→ EXERCISE AIM: Only text lines belong in the answer: the lines from the first one in the records through the line with "1px #bcbec2) drop-shadow(0", copied exactly.

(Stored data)
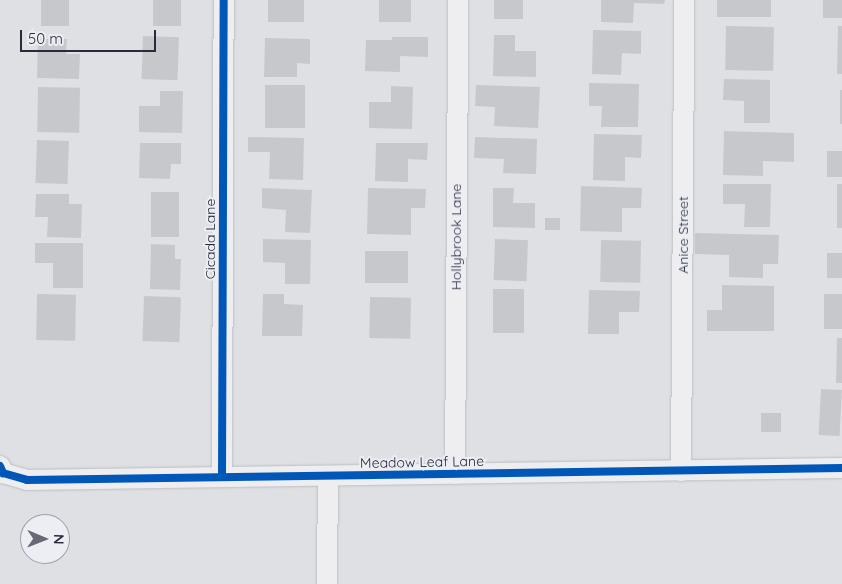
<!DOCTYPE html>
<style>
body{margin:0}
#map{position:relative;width:842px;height:584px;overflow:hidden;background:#dee0e4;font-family:Quicksand,sans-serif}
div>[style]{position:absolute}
.building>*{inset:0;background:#c7c8cc;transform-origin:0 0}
.roads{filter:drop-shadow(0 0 1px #bcbec2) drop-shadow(0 0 1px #bcbec2)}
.street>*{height:20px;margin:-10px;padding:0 10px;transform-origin:10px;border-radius:10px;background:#eeeef0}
.cycleway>*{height:8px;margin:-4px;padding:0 4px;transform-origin:4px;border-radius:4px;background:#0057b8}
span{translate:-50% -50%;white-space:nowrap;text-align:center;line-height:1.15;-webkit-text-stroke:4px #eceef3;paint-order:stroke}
.street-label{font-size:14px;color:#272b3b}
.north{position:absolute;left:20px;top:514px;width:50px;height:50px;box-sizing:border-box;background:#eceef3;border:1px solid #9da0a9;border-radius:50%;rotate:91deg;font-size:14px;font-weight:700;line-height:20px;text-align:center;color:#272b3b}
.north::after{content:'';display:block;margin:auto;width:18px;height:22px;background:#676a76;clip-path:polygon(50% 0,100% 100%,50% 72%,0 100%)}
.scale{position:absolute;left:20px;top:30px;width:136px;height:22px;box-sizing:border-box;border:2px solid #272b3b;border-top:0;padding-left:6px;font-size:15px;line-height:18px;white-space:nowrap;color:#272b3b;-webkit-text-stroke:4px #eceef3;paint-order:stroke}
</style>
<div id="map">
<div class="building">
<div style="left:41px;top:0;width:28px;height:26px"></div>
<div style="left:153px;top:0;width:28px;height:26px"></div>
<div style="left:268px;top:0;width:36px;height:22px"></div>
<div style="left:379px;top:0;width:32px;height:22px"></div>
<div style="left:494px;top:0;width:29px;height:19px"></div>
<div style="clip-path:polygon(601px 0,665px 0,664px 4px,634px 3px,633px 23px,601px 22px)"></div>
<div style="left:717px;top:0;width:54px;height:17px"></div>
<div style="left:823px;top:0;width:19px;height:18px"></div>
<div style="left:726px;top:26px;width:48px;height:44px;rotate:1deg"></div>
<div style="clip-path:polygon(838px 26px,842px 26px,842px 74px,837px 74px)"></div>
<div style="clip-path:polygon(593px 30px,641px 31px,641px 54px,622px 53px,621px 75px,592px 74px)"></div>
<div style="clip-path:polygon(494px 35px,515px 35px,515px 51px,536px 51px,536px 77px,493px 76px)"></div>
<div style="left:143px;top:36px;width:36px;height:43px;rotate:2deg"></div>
<div style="clip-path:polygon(392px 37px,428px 37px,428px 57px,400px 56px,400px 72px,365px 71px,366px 40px,392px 40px)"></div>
<div style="clip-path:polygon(265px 38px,310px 39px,310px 64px,297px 63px,297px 77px,264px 77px)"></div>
<div style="clip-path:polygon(38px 39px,67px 39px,66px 54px,80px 54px,79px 79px,37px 78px)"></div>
<div style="clip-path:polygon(724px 79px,770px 80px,770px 123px,744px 123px,744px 101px,723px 100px)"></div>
<div style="clip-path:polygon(589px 83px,639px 84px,638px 127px,601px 127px,602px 106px,589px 106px)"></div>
<div style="left:265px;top:85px;width:40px;height:43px"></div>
<div style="clip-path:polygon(476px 85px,540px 87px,538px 128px,494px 126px,495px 107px,475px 106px)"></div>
<div style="clip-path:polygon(391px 86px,413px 87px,412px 129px,369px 128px,369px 102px,391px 102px)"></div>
<div style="left:38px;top:87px;width:42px;height:45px;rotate:1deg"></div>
<div style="left:840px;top:90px;width:2px;height:34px"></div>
<div style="clip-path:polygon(160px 91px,183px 91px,182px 133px,139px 132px,139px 106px,160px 106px)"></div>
<div style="clip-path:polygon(724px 131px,794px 133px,794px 162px,763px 161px,763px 176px,723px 175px)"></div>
<div style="clip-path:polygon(594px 134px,642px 135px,641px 158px,625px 157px,625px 181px,593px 180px)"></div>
<div style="clip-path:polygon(248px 137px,304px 138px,303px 180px,269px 179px,270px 152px,248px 152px)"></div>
<div style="clip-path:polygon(475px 137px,537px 139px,536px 174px,503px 173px,504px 159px,474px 158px)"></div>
<div style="left:37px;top:140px;width:32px;height:43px;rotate:2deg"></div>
<div style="clip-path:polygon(140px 143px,181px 143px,181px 164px,171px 164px,170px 179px,139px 178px)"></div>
<div style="clip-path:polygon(376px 143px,428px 143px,427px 160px,408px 159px,408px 182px,375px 181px)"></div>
<div style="left:827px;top:151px;width:15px;height:26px"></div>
<div style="clip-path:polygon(723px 184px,771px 184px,770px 227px,744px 227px,745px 204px,723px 204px)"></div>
<div style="left:837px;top:184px;width:5px;height:44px"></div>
<div style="clip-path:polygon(581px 186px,642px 188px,641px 208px,622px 208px,622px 232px,580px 231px)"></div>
<div style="clip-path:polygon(262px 188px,312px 190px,310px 233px,285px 232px,286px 210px,262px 208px)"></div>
<div style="clip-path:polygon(368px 188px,426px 189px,425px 208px,411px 208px,411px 235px,367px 234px)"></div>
<div style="clip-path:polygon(493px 188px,514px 188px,513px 203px,535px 203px,535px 228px,493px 227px)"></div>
<div style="left:151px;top:192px;width:28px;height:45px"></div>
<div style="clip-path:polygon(36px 194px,69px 194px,69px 204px,82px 204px,81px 238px,47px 237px,48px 217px,35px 217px)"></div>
<div style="left:545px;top:218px;width:15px;height:12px"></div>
<div style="clip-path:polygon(695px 233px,779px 235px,778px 264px,763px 264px,763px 278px,729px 277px,729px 255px,695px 254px)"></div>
<div style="clip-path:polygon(263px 239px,311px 240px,310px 284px,285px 284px,285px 263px,263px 262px)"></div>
<div style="left:495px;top:239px;width:33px;height:41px;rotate:2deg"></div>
<div style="left:601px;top:240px;width:40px;height:42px;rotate:1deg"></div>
<div style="clip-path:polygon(35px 243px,83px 243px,83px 288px,53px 288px,53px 263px,35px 263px)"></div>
<div style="clip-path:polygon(151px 244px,175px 245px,175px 259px,181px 259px,180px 290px,150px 289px)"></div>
<div style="left:365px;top:251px;width:43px;height:32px"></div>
<div style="left:827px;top:253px;width:15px;height:25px"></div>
<div style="clip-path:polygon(722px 285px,774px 286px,774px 331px,707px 331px,707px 310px,722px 310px)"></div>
<div style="left:493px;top:289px;width:31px;height:44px"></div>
<div style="clip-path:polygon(589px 290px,640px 291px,639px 312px,619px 312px,619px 334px,588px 334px)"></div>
<div style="left:37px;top:294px;width:39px;height:46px;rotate:1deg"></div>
<div style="clip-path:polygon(263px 294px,284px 294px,284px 304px,303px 305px,302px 336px,262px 336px)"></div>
<div style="left:824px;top:294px;width:18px;height:35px"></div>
<div style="left:144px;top:296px;width:37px;height:45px;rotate:2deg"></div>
<div style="left:370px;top:297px;width:41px;height:41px;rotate:1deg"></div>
<div style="clip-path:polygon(837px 338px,842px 338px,842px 383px,836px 383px)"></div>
<div style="left:821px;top:389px;width:21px;height:46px;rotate:3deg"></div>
<div style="left:761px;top:413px;width:20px;height:19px"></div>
</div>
<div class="roads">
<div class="street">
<div style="left:0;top:466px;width:8px;rotate:67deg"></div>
<div style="left:3px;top:473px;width:25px;rotate:16deg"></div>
<div style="left:27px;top:480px;width:815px;rotate:-0.84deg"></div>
<div style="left:681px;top:471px;width:471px;rotate:-89.6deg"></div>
<div style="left:455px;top:474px;width:474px;rotate:-89.6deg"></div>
<div style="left:222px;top:477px;width:477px;rotate:-89.8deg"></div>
<div style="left:327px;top:584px;width:108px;rotate:-89.5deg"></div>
</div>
</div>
<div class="cycleway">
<div style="left:0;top:466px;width:8px;rotate:67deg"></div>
<div style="left:3px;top:473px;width:25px;rotate:16deg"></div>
<div style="left:27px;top:480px;width:815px;rotate:-0.84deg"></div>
<div style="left:222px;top:477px;width:477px;rotate:-89.8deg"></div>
</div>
<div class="street-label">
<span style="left:683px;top:235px;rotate:-90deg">Anice Street</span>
<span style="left:456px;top:237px;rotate:-90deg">Hollybrook Lane</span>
<span style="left:210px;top:239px;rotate:-90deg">Cicada Lane</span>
<span style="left:422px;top:462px;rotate:-1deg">Meadow Leaf Lane</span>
</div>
<div class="north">N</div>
<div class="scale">50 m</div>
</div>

→ ANSWER FOR THE TASK:
<!DOCTYPE html>
<style>
body{margin:0}
#map{position:relative;width:842px;height:584px;overflow:hidden;background:#dee0e4;font-family:Quicksand,sans-serif}
div>[style]{position:absolute}
.building>*{inset:0;background:#c7c8cc;transform-origin:0 0}
.roads{filter:drop-shadow(0 0 1px #bcbec2) drop-shadow(0 0 1px #bcbec2)}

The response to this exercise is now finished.